Justin'e sinirli gözlerle baktım. Sinirden omuzlarına vuruyordum fakat acıyan tek şey benim ellerdimdi. Tabi bay kas yığınının canı neden yansın ki. Yorulmaya başladığımda kollarımı yavaşça aşağı indirdim. Kollarımı indirince Justin kollarını bana sardı ve sarıldı. Kulağıma yaklaşıp fısıldadı.

"Bels. Neden böyle yapıyorsun hiç bir fikrim yok fakat cidden sinir olmaya başladım. Elbet bi gün öğrenicem." Dediğinde hemen laf yapıştırdım.

"Hayal kırıklığının tadını çıkar Justin."

"Hayal kırıklını sevmem bayan Bell." Dedi ve benden ayrıldı. Ne yani ona 'Justin seni seviyorum ama Amy seni elimden almaya çalışıyor.  Amy seni elde edebileceğini sanıyo ve evet yüzümü Amy çizdi' mi diyecektim.  O bile buna inanmazdı. Yanımdan ayrılıp salona geçti. Tam bende gidecektim ki karşımda Amy belirdi.

"Dün uyanıktın biliyorum. Dediklerimin hepsi doğru." Amy konuşmaya devam ederken kapıda Justin belirdi. Tam Amy'e kaş göz işareti yazacaktım ki Justin elini dudağına götürüp sus işareti yaptı.

"Justin'den vaz geçmeyeceğim. Ve evet onu sana kaptırmayacım. Yüzünü ne güzel çizmişim böyle. " Justin son cümleyi duyana kadar iyiydi fakat son cümleden sonra..
-JUSTİN'İN AĞZINDAN-

Son cümleyi duyduktan sonra feleğim şaştı. Asla bir kıza vurmayan ben az önce Amy'nin boğazından tutup duvara yapıştırdım. zar zor nefes almaya çalışıyordu. Sinirle konuşmaya başladım.

"SEN BELLA'NIN YANAĞINI CİZDİN DEMEK. BAK AMY BİR DAHA BÖYLE BİRŞEY OLURSA SENİ MAHVEDERİM. KIZ OLMAN UMURUMDA DEĞİL!." Diye bağırdım. Amy kafasını sallamaya çalıştı ama boğazını cidden çok fazla sıkıyordum. Bels bırakmam için yalvariyordu ve ellerimi geri çekmeye çalışıyordu. Sonunda bıraktım. Bırakmamla beraber Amy dizlerinin üstüne düştü. Boğazında parmak izlerim çıkmıştı. En sonunda Bell'in omzuna kolumu attım ve salona doğru yürümeye başladım.
-İSABELLA'NIN AĞZINDAN-

Biz salona geçtikten sonra Amy'de gelir diye düşünüyordum ama neredeyse 1 saat sonra gelmişti.  Boynundaki izeri kapatmak için birşeyler yapmıştı herhalde.
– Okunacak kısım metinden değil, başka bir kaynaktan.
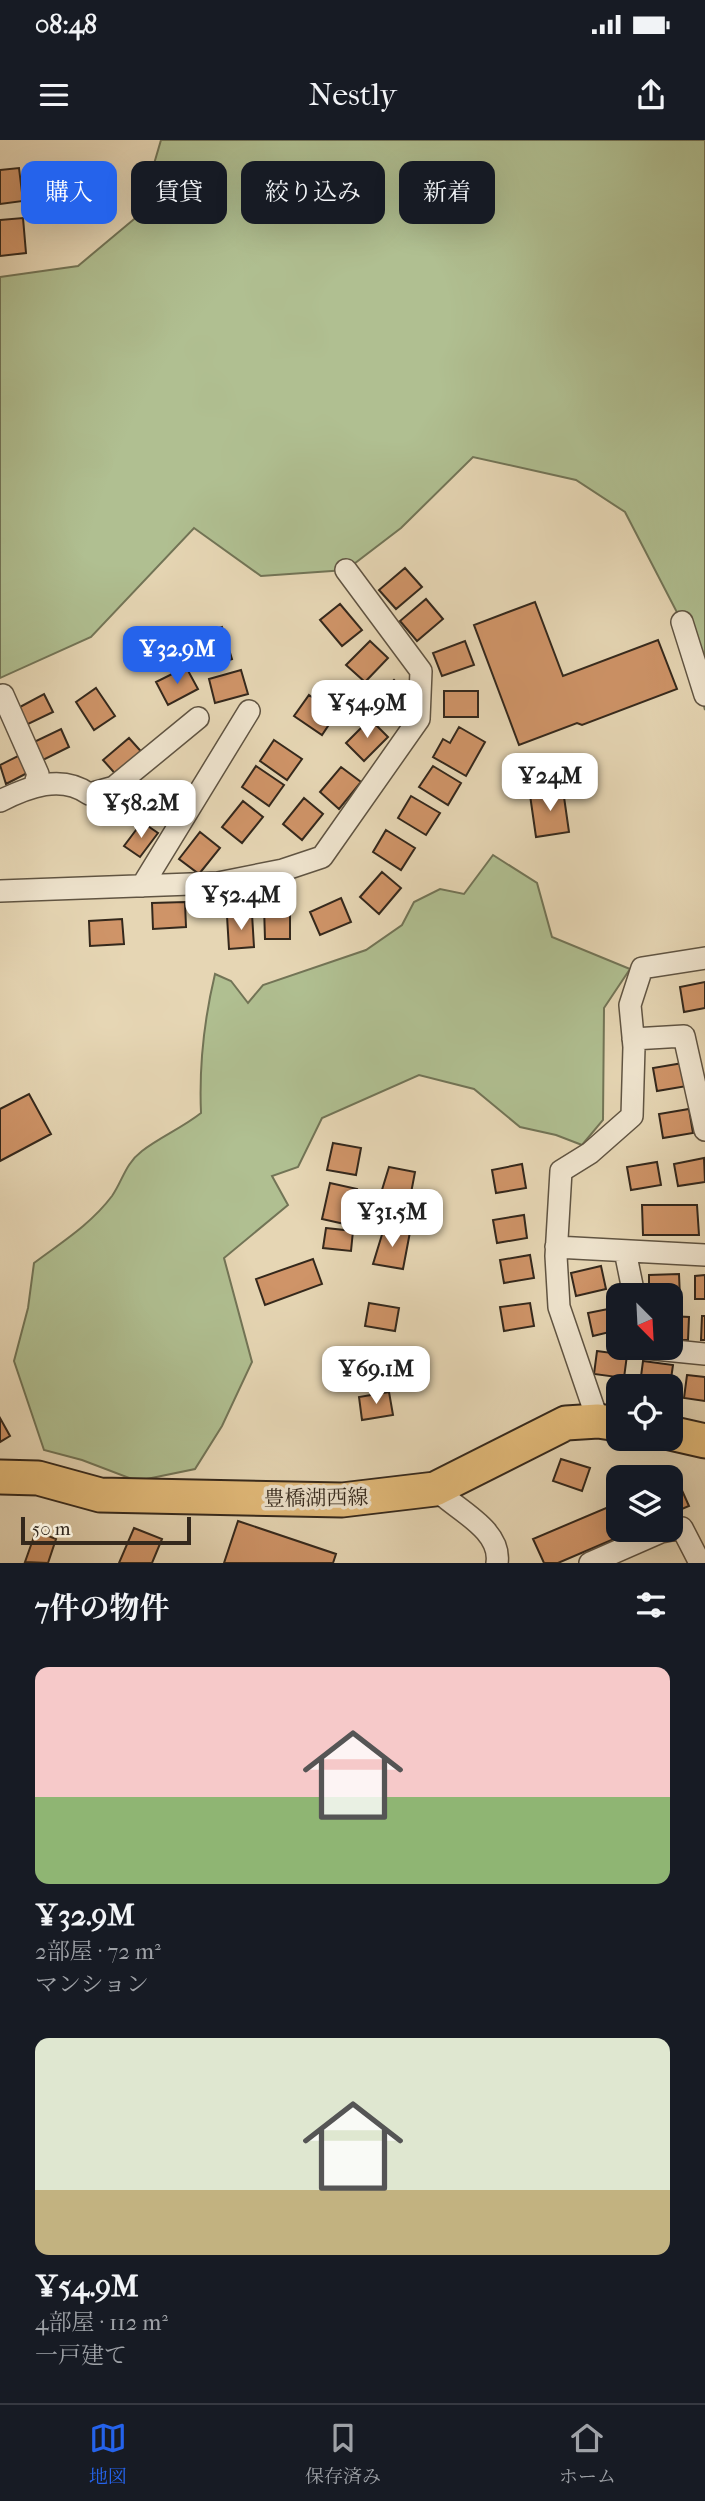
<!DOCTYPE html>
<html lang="ja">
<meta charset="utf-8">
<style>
body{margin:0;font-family:"IM FELL French Canon","Noto Serif JP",serif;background:#242831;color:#f1f3f6;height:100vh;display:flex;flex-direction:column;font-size:26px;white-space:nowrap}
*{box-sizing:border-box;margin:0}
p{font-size:23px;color:#9ea1a6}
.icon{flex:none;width:38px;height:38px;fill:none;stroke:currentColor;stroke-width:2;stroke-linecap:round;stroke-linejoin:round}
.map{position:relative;height:1423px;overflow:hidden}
.panel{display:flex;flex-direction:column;background:#171b24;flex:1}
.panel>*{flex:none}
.hud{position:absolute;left:21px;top:21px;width:663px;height:63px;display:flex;gap:14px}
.needle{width:46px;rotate:156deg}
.fabs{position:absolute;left:606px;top:1143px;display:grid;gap:14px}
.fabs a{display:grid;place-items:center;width:77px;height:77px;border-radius:14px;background:#171b24;box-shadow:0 7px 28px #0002;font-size:35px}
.scale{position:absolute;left:21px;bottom:18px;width:170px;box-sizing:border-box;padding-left:7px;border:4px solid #34281c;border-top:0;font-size:19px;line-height:24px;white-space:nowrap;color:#34281c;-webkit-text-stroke:5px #efe4ce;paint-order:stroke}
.price{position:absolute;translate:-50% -60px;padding:0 16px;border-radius:14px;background:#fff;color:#222;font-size:23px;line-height:46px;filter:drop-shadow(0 2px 4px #0008)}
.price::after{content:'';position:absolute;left:50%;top:42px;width:21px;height:16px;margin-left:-10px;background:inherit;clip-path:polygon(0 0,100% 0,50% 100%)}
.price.on{background:#2563eb;color:#fff}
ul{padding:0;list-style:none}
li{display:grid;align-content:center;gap:14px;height:371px;padding:0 35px}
li span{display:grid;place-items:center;height:217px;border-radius:14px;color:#555}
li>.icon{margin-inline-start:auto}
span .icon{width:126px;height:126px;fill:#fffc;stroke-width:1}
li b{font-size:30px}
h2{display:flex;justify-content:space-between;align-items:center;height:84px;padding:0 35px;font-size:30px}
.pill{padding:0 24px;border-radius:14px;background:#171b24;box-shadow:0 7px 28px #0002;font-size:24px;line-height:63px}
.pill.on{background:#2563eb;color:#fff}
.status{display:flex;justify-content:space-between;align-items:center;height:49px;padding:0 35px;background:#171b24;direction:ltr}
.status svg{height:19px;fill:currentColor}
header{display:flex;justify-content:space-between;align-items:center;height:91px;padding:0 35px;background:#171b24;font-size:32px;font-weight:600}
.tab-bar{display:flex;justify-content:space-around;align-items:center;height:98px;border-top:2px solid #363941;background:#171b24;font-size:19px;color:#9ea1a6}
.tab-bar a{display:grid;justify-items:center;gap:4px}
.tab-bar .on{color:#2563eb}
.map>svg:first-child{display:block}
</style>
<div class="status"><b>08:48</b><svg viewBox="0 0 49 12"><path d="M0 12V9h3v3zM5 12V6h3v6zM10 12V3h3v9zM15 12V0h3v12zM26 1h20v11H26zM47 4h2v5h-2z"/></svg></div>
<header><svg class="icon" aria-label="menu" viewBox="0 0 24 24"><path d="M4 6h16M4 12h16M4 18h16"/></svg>Nestly<svg class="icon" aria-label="share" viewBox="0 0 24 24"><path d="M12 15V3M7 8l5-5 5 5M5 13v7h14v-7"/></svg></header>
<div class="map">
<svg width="705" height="1423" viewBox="0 0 705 1423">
<rect width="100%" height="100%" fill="#e6d6b4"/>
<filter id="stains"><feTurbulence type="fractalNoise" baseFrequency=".00286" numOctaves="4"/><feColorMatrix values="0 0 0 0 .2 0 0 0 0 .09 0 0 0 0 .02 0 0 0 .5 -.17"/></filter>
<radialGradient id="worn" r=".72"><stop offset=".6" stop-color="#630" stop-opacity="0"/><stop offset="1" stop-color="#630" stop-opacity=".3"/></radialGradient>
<path fill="#b0bf91" stroke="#727456" stroke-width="2" d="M 161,0 L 705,0 L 705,570 L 682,482 L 625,372 L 576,340 L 473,317 L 401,388 L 346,430 L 261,436 L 194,388 L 91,497 L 0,538 L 0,137 L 78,126 L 139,75 Z
M 493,715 L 537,743 L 552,797 L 630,829 L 604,868 L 603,980 L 582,1005 L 556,995 L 520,987 L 474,949 L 419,935 L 322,978 L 298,1027 L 272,1036 L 288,1065 L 224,1118 L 252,1222 L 222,1286 L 195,1329 L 137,1341 L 82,1320 L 44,1310 L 14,1221 L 28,1168 L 34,1123 C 62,1102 91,1084 112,1056 C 123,1040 125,1024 142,1011 C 160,997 182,988 201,973 C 199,926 204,880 215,834 L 231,841 L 248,863 L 263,845 L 366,810 L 402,785 L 414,762 L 440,749 L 464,754 Z"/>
<path fill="#cf9468" stroke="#34281c" stroke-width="2" d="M 19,28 L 23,61 L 0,64 L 0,30 Z
M 23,78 L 26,113 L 0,116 L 0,80 Z
M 405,428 L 422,447 L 396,469 L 379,450 Z
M 426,459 L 443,479 L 417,501 L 400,481 Z
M 535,462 L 563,536 L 658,500 L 677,549 L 582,585 L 577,583 L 519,605 L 474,485 Z
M 340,464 L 362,490 L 342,506 L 320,480 Z
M 222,487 L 232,519 L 208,527 L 197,495 Z
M 370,501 L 388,518 L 365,542 L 346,525 Z
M 465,501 L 474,525 L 442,536 L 433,513 Z
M 186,527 L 198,549 L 168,565 L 156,542 Z
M 241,530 L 248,554 L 215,563 L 209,539 Z
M 394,540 L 412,558 L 389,582 L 370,564 Z
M 96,548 L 115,576 L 94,590 L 76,562 Z
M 444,551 L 478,551 L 478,577 L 444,577 Z
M 44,554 L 53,572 L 26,585 L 18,568 Z
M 309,555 L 336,574 L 322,595 L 294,576 Z
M 370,579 L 388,597 L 364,621 L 346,603 Z
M 459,587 L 485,602 L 466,636 L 433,617 L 443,599 L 450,603 Z
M 61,589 L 69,607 L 43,620 L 34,602 Z
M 129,598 L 146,617 L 120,639 L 103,620 Z
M 274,600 L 302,619 L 287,640 L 260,621 Z
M 24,613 L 33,630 L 6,644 L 0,625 Z
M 256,626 L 284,645 L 269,666 L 242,647 Z
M 433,626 L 461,643 L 448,665 L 419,647 Z
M 341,627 L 361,642 L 339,669 L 320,652 Z
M 563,650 L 569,692 L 536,697 L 530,655 Z
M 411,656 L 440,673 L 426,695 L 398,678 Z
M 304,658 L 323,674 L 302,700 L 283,684 Z
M 243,661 L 263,677 L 242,703 L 222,687 Z
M 142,682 L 158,693 L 140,717 L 124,706 Z
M 386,690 L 415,708 L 401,730 L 373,712 Z
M 200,692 L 220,708 L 199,734 L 179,719 Z
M 382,732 L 401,748 L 379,774 L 360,757 Z
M 341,758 L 351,782 L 320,795 L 310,772 Z
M 185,762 L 186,787 L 153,789 L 152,763 Z
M 264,766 L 290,766 L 290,799 L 265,799 Z
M 252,774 L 254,807 L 229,809 L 227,776 Z
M 122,779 L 124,804 L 90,806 L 89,781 Z
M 705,842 L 705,868 L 684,872 L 680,847 Z
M 683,923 L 687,946 L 657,951 L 653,928 Z
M 29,954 L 51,994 L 0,1021 L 0,969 Z
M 689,969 L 693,993 L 663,998 L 659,974 Z
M 333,1003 L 361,1008 L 356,1035 L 327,1030 Z
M 704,1018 L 705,1042 L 678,1046 L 674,1024 Z
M 657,1022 L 661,1045 L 631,1050 L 627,1027 Z
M 522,1024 L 526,1048 L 496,1053 L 492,1030 Z
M 389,1027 L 415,1032 L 408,1069 L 378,1063 Z
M 330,1043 L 357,1049 L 349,1085 L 322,1079 Z
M 642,1065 L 697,1065 L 699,1095 L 643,1095 Z
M 524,1075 L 527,1098 L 497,1103 L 493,1080 Z
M 326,1088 L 353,1091 L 351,1111 L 323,1108 Z
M 384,1088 L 410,1092 L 403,1129 L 373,1124 Z
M 530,1115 L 534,1138 L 504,1143 L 500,1120 Z
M 313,1119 L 322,1144 L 265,1165 L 256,1139 Z
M 601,1126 L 606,1149 L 576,1156 L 571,1133 Z
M 679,1134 L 680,1158 L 649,1155 L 649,1135 Z
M 705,1135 L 705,1159 L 695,1159 L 695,1136 Z
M 369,1163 L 399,1168 L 395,1191 L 365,1186 Z
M 530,1163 L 534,1186 L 504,1191 L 500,1167 Z
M 618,1167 L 618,1190 L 593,1196 L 588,1173 Z
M 670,1176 L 689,1177 L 688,1200 L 670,1200 Z
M 702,1176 L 705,1176 L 705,1200 L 701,1200 Z
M 597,1211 L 627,1215 L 624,1238 L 594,1234 Z
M 643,1221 L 673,1225 L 670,1246 L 640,1244 Z
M 687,1235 L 705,1237 L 705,1261 L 684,1258 Z
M 389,1252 L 393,1275 L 362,1280 L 359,1257 Z
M 0,1278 L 10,1296 L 0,1302 Z
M 561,1319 L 590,1328 L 582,1351 L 553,1341 Z
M 676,1337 L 689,1366 L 670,1374 L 670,1340 Z
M 618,1363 L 618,1390 L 635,1390 L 558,1423 L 544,1423 L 533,1399 Z
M 238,1381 L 336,1414 L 333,1423 L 224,1423 Z
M 134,1388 L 162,1399 L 152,1423 L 119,1423 Z
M 36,1391 L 56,1399 L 48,1423 L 25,1422 Z"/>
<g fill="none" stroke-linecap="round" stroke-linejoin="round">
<g stroke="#605442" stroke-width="24">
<path id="minor" d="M 682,482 L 705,555
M 0,557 L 3,555 L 38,634 L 35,644
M 0,661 C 28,647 61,634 89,654 L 114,647 L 198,578
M 142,746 L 249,571
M 0,751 L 218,743 L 283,730 L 322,717 L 419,579 L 421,531 L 346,430
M 633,899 L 684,896 L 705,990
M 556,1107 L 705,1115
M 625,1111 L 634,1155
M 645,1208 L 705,1214
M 598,1281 L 559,1167 L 556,1116 L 561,1031 L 590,1013 L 632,976 L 634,907 L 630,865 L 642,828 L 705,818
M 435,1349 C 457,1370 502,1390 497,1423
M 590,1423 L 661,1392 L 682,1388 L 700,1423"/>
</g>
<g stroke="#34281c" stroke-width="37">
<path id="primary" d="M 670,1293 L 705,1301
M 0,1337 L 38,1338 L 100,1355 L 342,1360 L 435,1349 L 566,1283 L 598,1281 L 618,1284"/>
</g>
<use href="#minor" stroke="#efe4ce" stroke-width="21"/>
<use href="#primary" stroke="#e3bb7a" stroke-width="33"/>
</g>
<g text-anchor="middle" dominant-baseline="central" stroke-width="7" stroke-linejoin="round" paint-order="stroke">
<g font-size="21" fill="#34281c" stroke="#efe4ce">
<text transform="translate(316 1358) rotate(-1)">豊橋湖西線</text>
</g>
</g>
<rect width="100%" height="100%" filter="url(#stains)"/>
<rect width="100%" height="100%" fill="url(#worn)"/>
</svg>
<div class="fabs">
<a><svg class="needle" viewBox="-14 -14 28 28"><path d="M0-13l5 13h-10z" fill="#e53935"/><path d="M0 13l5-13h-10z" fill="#9ea1a6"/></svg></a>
<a><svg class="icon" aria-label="locate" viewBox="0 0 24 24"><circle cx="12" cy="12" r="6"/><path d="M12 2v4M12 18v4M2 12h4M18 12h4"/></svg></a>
<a><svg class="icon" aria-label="layers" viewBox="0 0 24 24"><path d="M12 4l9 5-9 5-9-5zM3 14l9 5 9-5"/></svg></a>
</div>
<div class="scale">50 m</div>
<b class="price on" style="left:177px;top:546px">¥32.9M</b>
<b class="price" style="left:367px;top:600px">¥54.9M</b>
<b class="price" style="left:550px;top:673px">¥24M</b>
<b class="price" style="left:141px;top:700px">¥58.2M</b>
<b class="price" style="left:241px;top:792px">¥52.4M</b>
<b class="price" style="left:392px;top:1109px">¥31.5M</b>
<b class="price" style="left:376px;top:1266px">¥69.1M</b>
<div class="hud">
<a class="pill on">購入</a>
<a class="pill">賃貸</a>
<a class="pill">絞り込み</a>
<a class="pill">新着</a>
</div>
</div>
<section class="panel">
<h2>7件の物件<svg class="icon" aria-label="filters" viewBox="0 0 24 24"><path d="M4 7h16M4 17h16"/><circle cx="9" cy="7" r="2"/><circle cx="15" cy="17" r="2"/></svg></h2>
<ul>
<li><span style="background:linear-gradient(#f6c9c9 60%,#8fb573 0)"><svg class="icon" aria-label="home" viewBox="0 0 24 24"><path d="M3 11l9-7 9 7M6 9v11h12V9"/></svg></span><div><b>¥32.9M</b><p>2部屋 · 72 m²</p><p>マンション</p></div></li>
<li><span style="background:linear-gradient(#dfe7d0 70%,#c2b280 0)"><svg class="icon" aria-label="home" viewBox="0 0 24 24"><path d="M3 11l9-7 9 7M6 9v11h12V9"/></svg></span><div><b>¥54.9M</b><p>4部屋 · 112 m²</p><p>一戸建て</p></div></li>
</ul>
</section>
<nav class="tab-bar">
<a class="on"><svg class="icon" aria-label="map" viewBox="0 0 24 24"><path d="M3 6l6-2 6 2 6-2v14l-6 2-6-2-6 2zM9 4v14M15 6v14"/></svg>地図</a>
<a><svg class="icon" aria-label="saved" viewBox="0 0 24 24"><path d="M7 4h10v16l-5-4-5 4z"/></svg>保存済み</a>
<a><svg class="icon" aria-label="home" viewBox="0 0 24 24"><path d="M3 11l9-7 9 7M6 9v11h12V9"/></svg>ホーム</a>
</nav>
Justin'i ilk defa böyle görmüştüm.  Amy yerine bir erkek olsaydı onu öldürür diye korktum açıkçası. Koltukta otururken yanıma Alec geldi.

"Kötü gözüküyorsun. Bir sorunmu var Bell ?"

"Yoo. Yok iyiyim teşekkürler."

"Birşey anlatmak istersen dinlerim."

"Pekala." Dediğimde gülümseyerek yanımdan gitti. Justin koltuğa oturdu ve kolunu omzuma attı.  Herhalde bugün Justin'in kafasına birşey düştü.

*
-JUSTİN'İN AĞZINDAN-

Bella gerçekten saf bir kız. Veya benim bildiğim yanı böyle. Ona değer veriyordum. O varken kendimi gerçekten yaşıyormuşum gibi gissediyorum. Beni mutlu ediyor. Onu sonir etmeye açıkçası bayılıyorum. Bu gece eve dönemden önce ona bir süpriz yapacaktım.

*

Saat 21:40'tı sahile inip kumlara oturduk. Bugün sahilde birkaç kişi daha vardı.  Bella tam yanımda oturuyordu. Gözlerine baktığım zaman kendi gözlerini kaçırıp başka yöne bakıyordu.  Onun bu hallerini seviyordum.

*

Gitarı kılıfından çıkartıp şarkı söylemeye başladım. Şarkıyı söylerken özellikle Bella'nın gözlerine bakıyordum.
-OLLG SÖYLÜYOR-

"İsabella benimle s-" lafımı bitiremeden cırtlak bir ses duydum.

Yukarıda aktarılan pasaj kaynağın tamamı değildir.